Due to histological changes in the salivary glands, salivary secretion was reduced in the patients suffering from pSS. The value of Saxon’s test was 1.03 ± 0.33 gm/2 min, in contrast to the controls who registered a value of 6.03 ± 0.33 (p < 0.0001).

Correlations between the salivary flow rate (Saxon test), activity biomarkers, histopathological findings (Focus score), and ultrasonography parameters (SGUS) are presented in Table 3.

A strong, negative correlation could be identified between TNF-alpha and salivary flow rate (r = −0.68, p < 0.0001), indicating that the higher the values of TNF-alpha, the lower is the salivary flow. Ultrasonography parameters (SGUS) were similarly strong and negatively correlated to salivary flow (r = −68.002, p < 0.0001), as can be observed in Figure 2.

Salivary flow was very strongly and inversely correlated to IL-6 levels and Β2-microglobulin, having correlation coefficients of r = −0.78 and r = −0.84, respectively, which reached statistical significance (p < 0.0001 in both instances). We can conclude, then, that salivary flow decreases as IL-6 and Β2-microglobulin levels increase.

The strongest negative correlations of salivary flow rate were those with the Focus score (r = −0.82, p < 0.0001) and ESSDAI score (r = −0.88, p < 0.0001), indicating that salivary flow rate is lower in individuals with higher ESSDAI and Focus scores.

Other correlations established between ultrasonographic abnormalities (SGUS), activity biomarkers, and histopathological parameters are summarized in Table 4.

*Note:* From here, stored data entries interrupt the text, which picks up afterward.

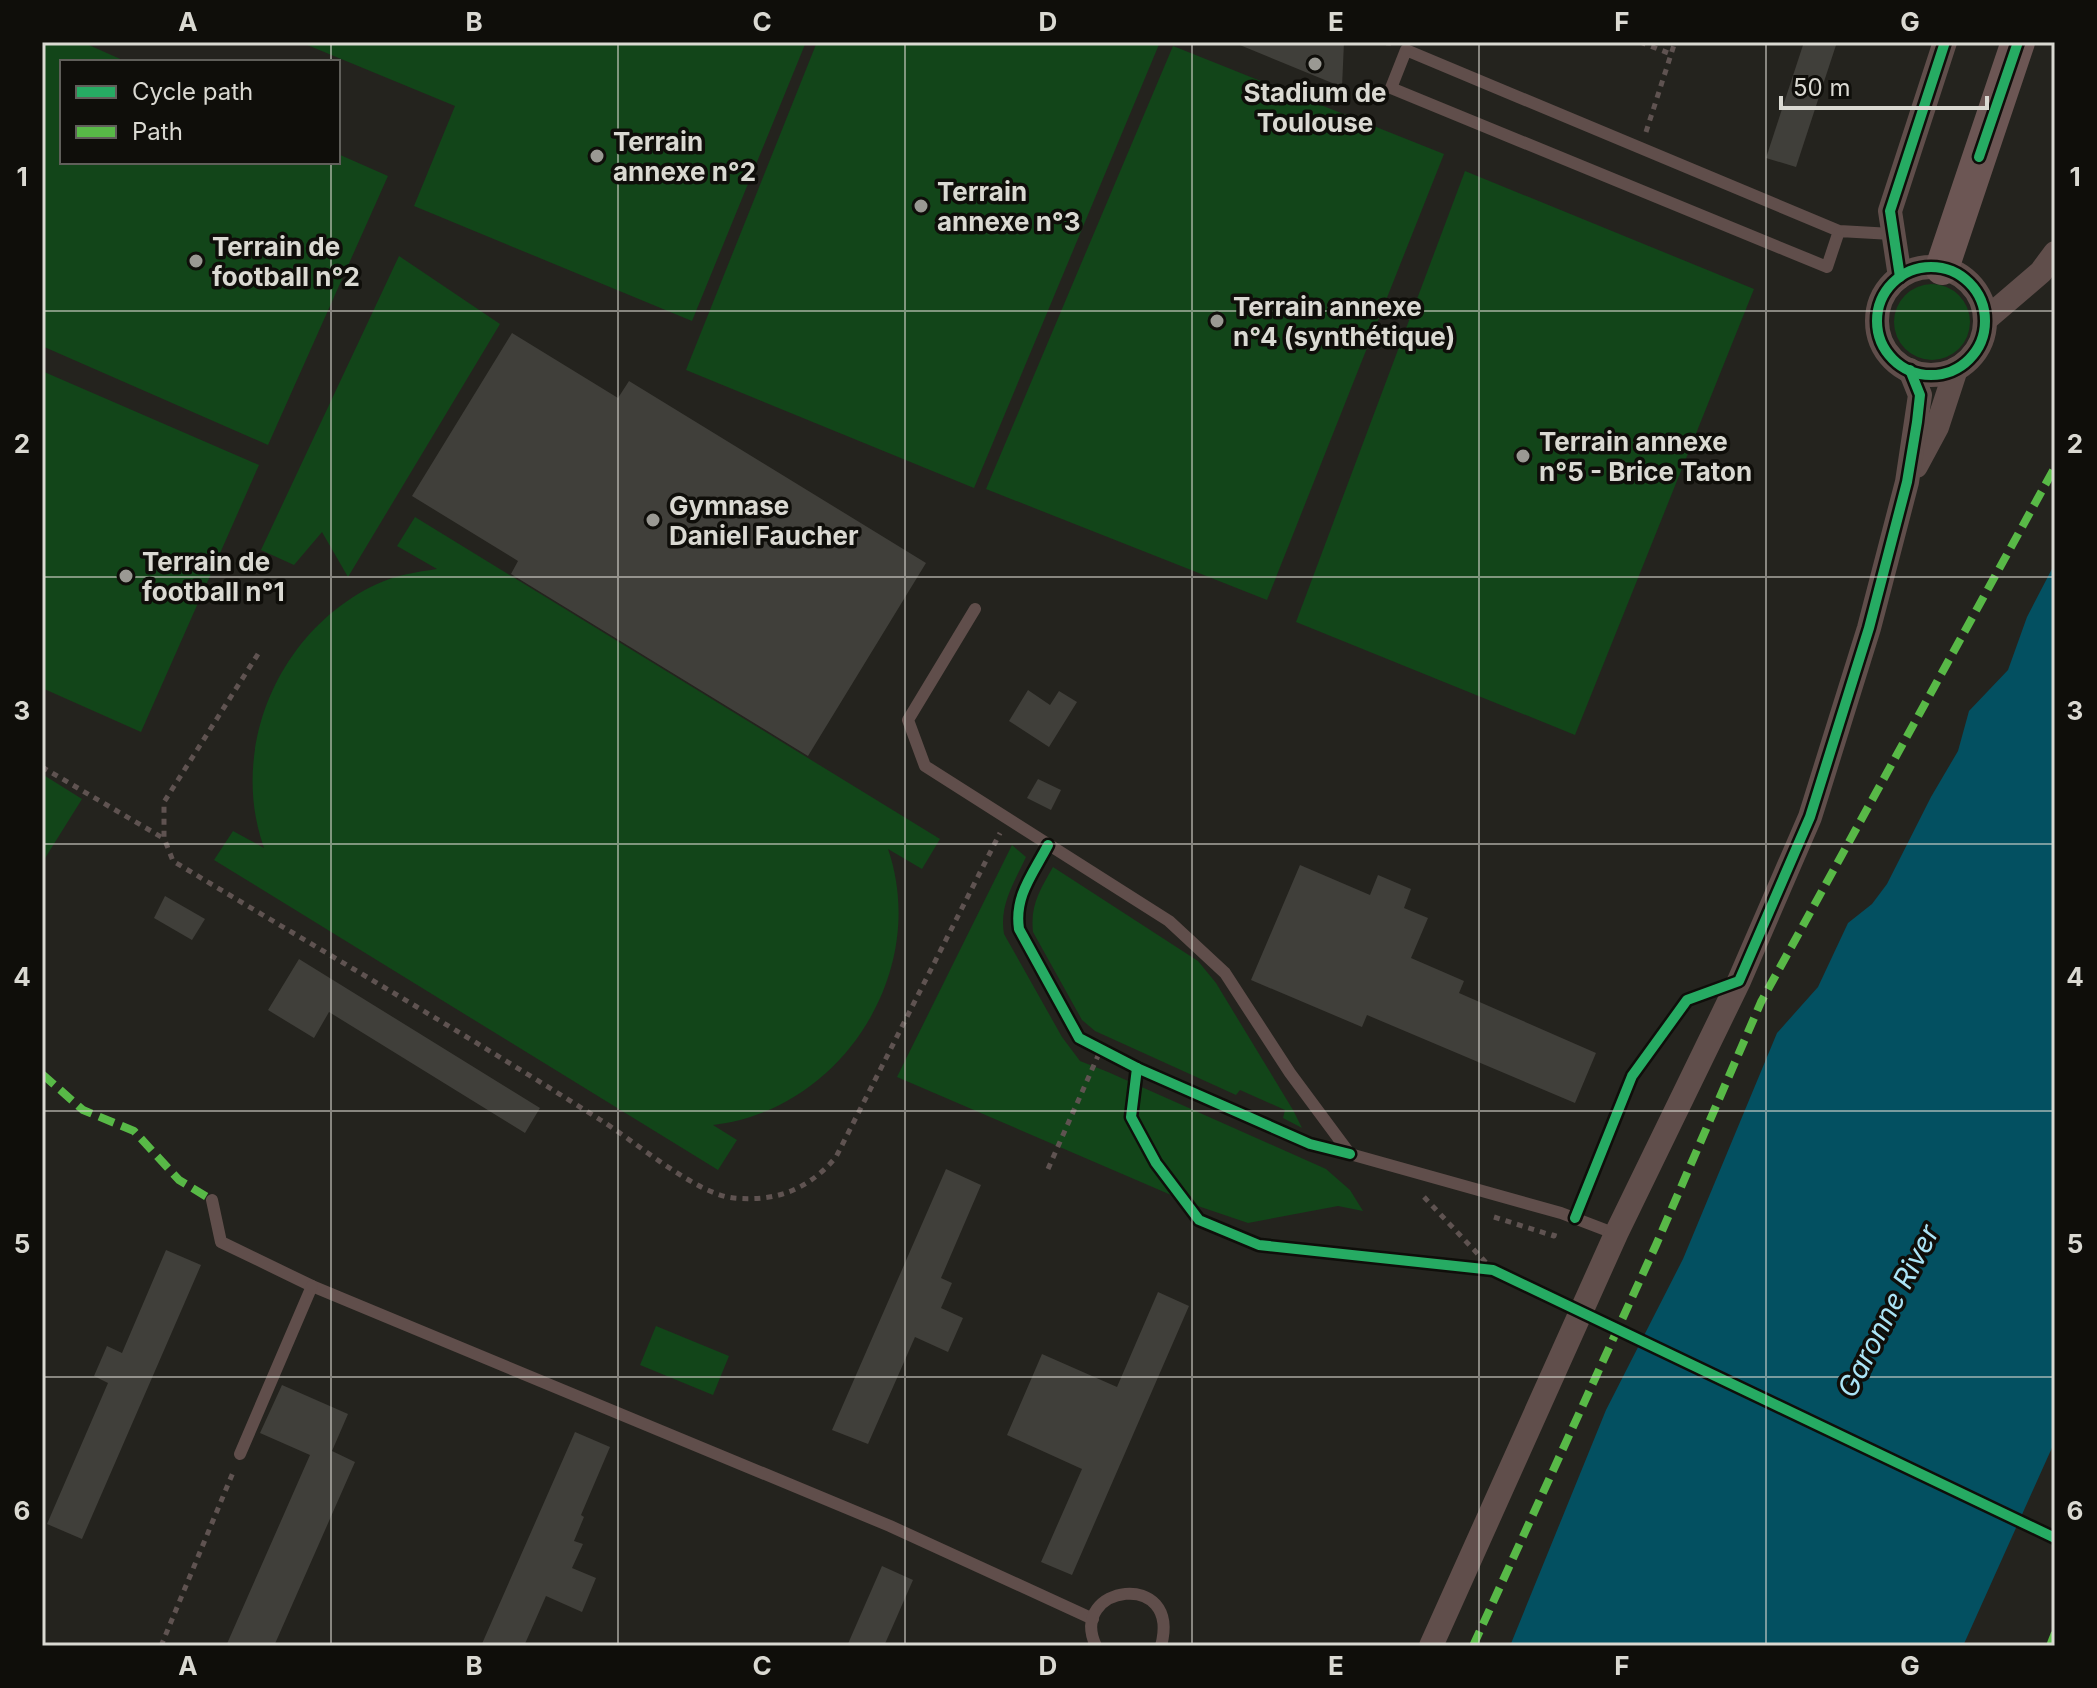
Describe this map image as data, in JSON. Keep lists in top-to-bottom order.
{
  "water": ["Garonne River"],
  "places": [
    "Stadium de Toulouse",
    "Terrain annexe n°2",
    "Terrain annexe n°3",
    "Terrain de football n°2",
    "Terrain annexe n°4 (synthétique)",
    "Terrain annexe n°5 - Brice Taton",
    "Gymnase Daniel Faucher",
    "Terrain de football n°1"
  ],
  "legend": ["Cycle path", "Path"],
  "scale_bar": "50 m",
  "grid": {
    "columns": [
      "A",
      "B",
      "C",
      "D",
      "E",
      "F",
      "G"
    ],
    "rows": [
      "1",
      "2",
      "3",
      "4",
      "5",
      "6"
    ]
  }
}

In patients in which the SGUS findings showed modifications, a strong inverse correlation was observed with salivary flow, signifying that salivary flow is decreased in patients with modified SGUS (r = −0.68, p < 0.0001).

IL-6 and Β2-microglobulin levels were positively and strongly correlated to the SGUS findings, having correlation coefficients of 0.735 and 0.734, respectively, which were statistically significant (p < 0.0001). Patients with more significant SGUS findings also had higher IL-6 and Β2-microglobulin levels.

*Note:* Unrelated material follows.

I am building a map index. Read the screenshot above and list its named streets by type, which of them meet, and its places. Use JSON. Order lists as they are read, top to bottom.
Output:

The SGUS findings were also strongly and positively correlated with the ESSDAI and Focus scores (r = −0.79 and r = −0.76, p < 0.0001), revealing that in patients with higher score values, the ultrasonography findings are more numerous.

3. Discussion

The present study showed the existence and degree of correlations between decreased salivary flow and activity markers and ultrasonographic scores in pSS patients.

SS is a multi-systemic autoimmune disease, characterized by a chronic lymphocytic infiltration of the exocrine glands, mainly the salivary and lacrimal ones [26]. Aside from the glandular involvement, due to the systemic nature of SS, almost every organ can be affected [27]. Depending on the associated conditions, SS can be primary (pSS, not associated with other diseases) or secondary (associated with rheumatological or infectious diseases) [4]. pSS has a slow progression and is a non-life-threatening disease with a 10-year cumulative survival rate of over 90%, though some patients develop a severe form of disease and have an increased mortality risk [28].

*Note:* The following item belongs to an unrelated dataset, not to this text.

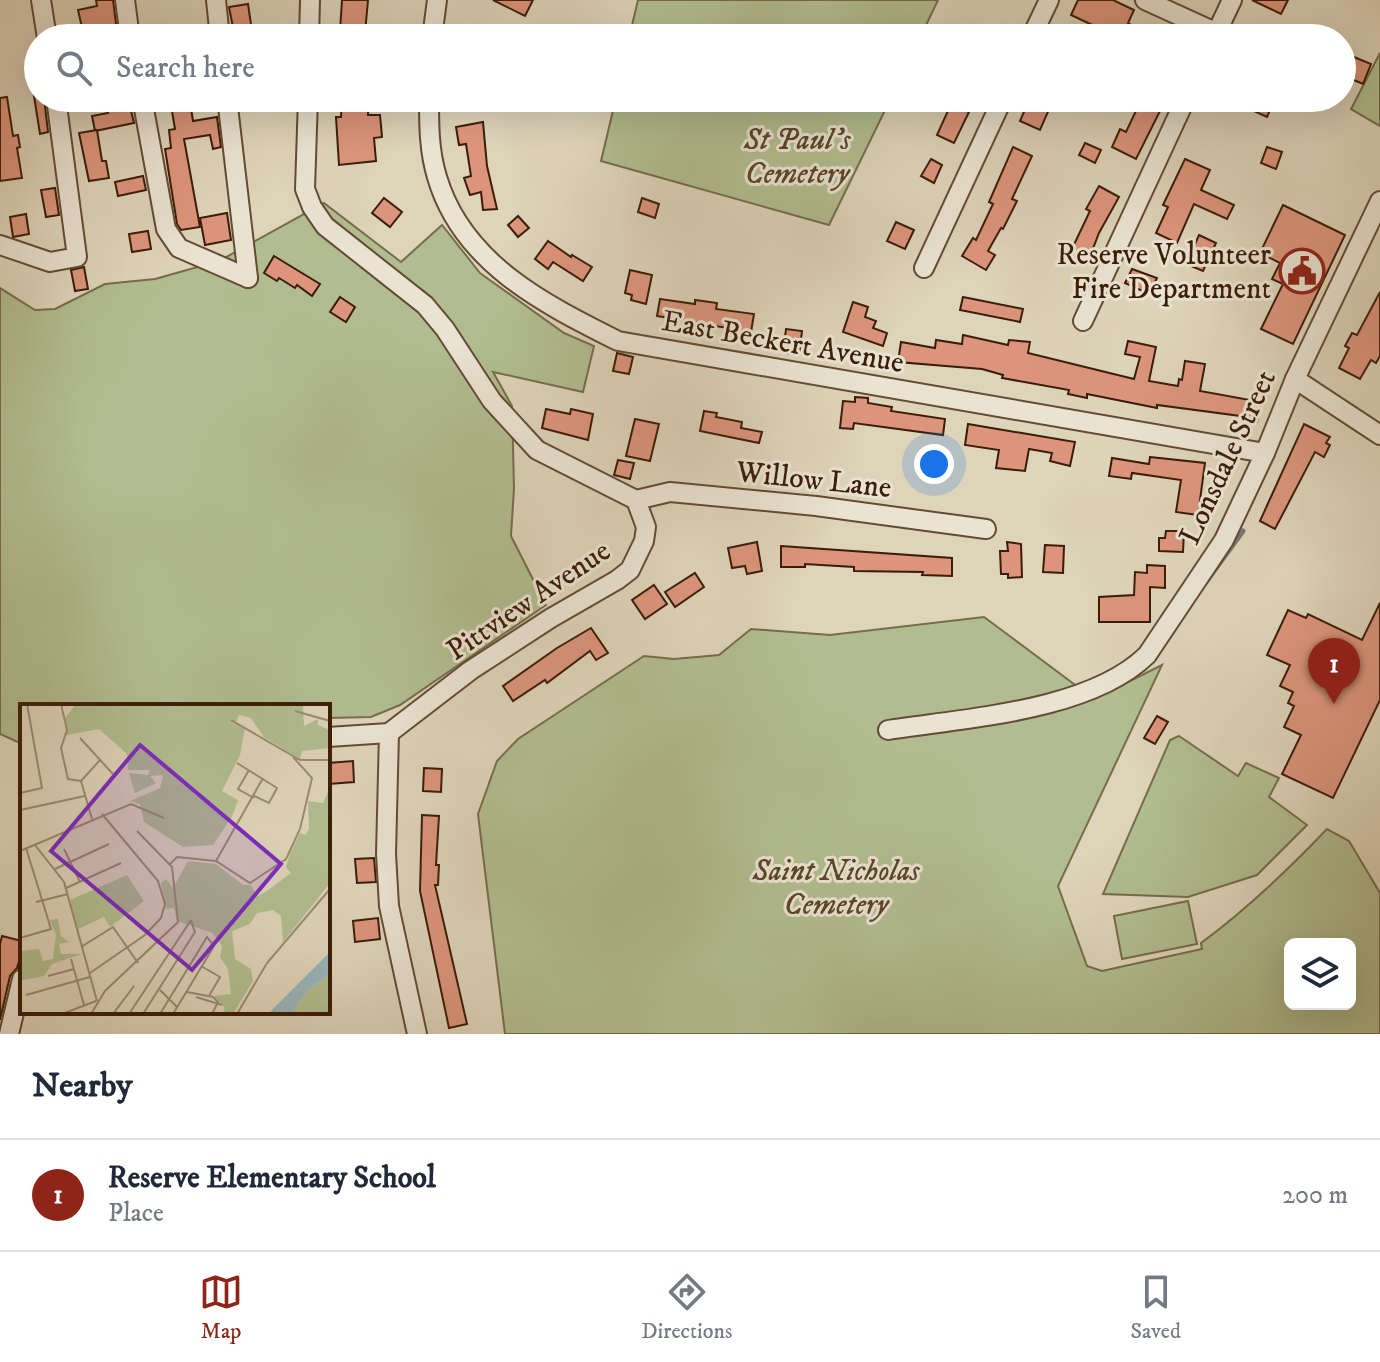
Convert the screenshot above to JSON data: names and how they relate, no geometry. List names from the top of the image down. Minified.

Nowadays, pSS diagnosis is established based on a combination of clinical, serological, histological, functional, and instrumental parameters, which detect systemic, salivary gland, and lacrimal gland modifications [29]. Salivary gland injury induced by the immune-mediated response, B-cell hyperactivation, and inflammatory glandular infiltration leads to a reduced salivary flow rate, resulting in xerostomia. This represents one of the main complaints of pSS patients. Active glandular inflammation (infiltration of immune cells) and chronic damage (fibrosis and fatty lesions) generate the loss of functional parenchyma. Functional impairment, represented by autonomic dysfunction and receptor-mediated downregulation of saliva, contributes to hyposalivation in these patients [30,31].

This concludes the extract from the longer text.